A new method to predict long-term bone health issues in people with cerebral palsy could help to improve their quality of life.
An imaging technique investigated in a recent Hudson Institute study, which assesses pixel colour in X-ray images, could hold the key to identifying if a person with cerebral palsy may suffer from fragile bones later in life.
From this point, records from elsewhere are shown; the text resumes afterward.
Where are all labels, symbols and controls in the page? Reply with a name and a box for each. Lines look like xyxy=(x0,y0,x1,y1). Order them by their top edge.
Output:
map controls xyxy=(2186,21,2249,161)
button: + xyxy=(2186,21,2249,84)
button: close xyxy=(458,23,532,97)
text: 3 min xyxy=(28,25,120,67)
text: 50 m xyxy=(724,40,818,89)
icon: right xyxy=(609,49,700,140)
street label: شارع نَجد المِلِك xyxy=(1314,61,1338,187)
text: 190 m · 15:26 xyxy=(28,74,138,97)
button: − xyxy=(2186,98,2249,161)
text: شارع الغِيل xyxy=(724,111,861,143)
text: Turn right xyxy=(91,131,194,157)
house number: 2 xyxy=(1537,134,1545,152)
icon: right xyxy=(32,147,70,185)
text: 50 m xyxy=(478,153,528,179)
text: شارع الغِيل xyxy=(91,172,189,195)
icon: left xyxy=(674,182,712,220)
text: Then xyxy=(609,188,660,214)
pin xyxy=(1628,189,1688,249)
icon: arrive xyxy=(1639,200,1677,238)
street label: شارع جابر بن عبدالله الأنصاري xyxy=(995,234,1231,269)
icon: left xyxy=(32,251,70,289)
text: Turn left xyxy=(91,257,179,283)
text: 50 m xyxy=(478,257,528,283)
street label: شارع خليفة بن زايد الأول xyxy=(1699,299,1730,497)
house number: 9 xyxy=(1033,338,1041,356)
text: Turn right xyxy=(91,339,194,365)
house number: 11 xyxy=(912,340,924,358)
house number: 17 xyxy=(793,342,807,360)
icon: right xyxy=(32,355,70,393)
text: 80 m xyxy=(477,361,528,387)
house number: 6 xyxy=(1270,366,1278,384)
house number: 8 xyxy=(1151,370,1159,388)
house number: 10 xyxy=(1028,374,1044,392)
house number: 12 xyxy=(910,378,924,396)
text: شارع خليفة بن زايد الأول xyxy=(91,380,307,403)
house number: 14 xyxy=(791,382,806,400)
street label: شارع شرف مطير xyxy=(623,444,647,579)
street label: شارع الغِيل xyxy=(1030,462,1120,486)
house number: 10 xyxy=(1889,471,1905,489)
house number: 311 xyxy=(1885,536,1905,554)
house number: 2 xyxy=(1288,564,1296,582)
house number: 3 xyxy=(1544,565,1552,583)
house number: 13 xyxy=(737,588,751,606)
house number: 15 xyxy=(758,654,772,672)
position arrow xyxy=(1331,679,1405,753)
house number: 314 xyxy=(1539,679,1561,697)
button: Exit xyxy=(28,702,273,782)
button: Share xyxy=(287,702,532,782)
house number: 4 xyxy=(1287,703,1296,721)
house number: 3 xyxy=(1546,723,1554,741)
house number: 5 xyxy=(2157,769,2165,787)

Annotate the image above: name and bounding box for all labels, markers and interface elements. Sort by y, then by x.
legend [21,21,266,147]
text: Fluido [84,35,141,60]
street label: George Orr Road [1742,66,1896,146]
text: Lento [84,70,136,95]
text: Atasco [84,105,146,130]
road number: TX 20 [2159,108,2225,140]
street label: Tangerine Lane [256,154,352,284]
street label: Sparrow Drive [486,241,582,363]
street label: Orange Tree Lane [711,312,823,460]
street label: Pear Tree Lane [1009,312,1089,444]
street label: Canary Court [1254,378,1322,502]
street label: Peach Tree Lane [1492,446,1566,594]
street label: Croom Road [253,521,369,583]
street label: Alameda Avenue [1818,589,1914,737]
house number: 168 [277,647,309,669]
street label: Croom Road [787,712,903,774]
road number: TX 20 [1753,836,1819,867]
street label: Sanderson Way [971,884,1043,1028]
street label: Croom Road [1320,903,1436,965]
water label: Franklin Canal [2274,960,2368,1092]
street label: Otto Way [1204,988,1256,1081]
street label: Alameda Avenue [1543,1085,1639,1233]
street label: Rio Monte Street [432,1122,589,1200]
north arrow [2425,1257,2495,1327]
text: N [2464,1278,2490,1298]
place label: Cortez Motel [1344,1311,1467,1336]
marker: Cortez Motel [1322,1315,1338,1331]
By identifying people at risk, early decision-making on treatment could result in improved bone strength and help individuals avoid broken bones and retain mobility as they age.
The findings are particularly important as people with cerebral palsy are living longer, due to more effective treatments, but are becoming susceptible to age-related health issues, such as reduced bone strength.
Lead researcher Dr Anne Trinh said the study is the first to use trabecular bone score (TBS) to assess bone strength and identify those who would benefit from treatment to improve their bone strength.
Dr Trinh, a PhD student in A/Prof Fran Milat’s Metabolic Bone Research Group is looking at optimising bone health in adults with neurological disability.
The study looked at this novel imaging technique to evaluate bone strength in 43 adults with cerebral palsy. Of these, 22 recorded TBS values indicated an intermediate or high risk of fracture.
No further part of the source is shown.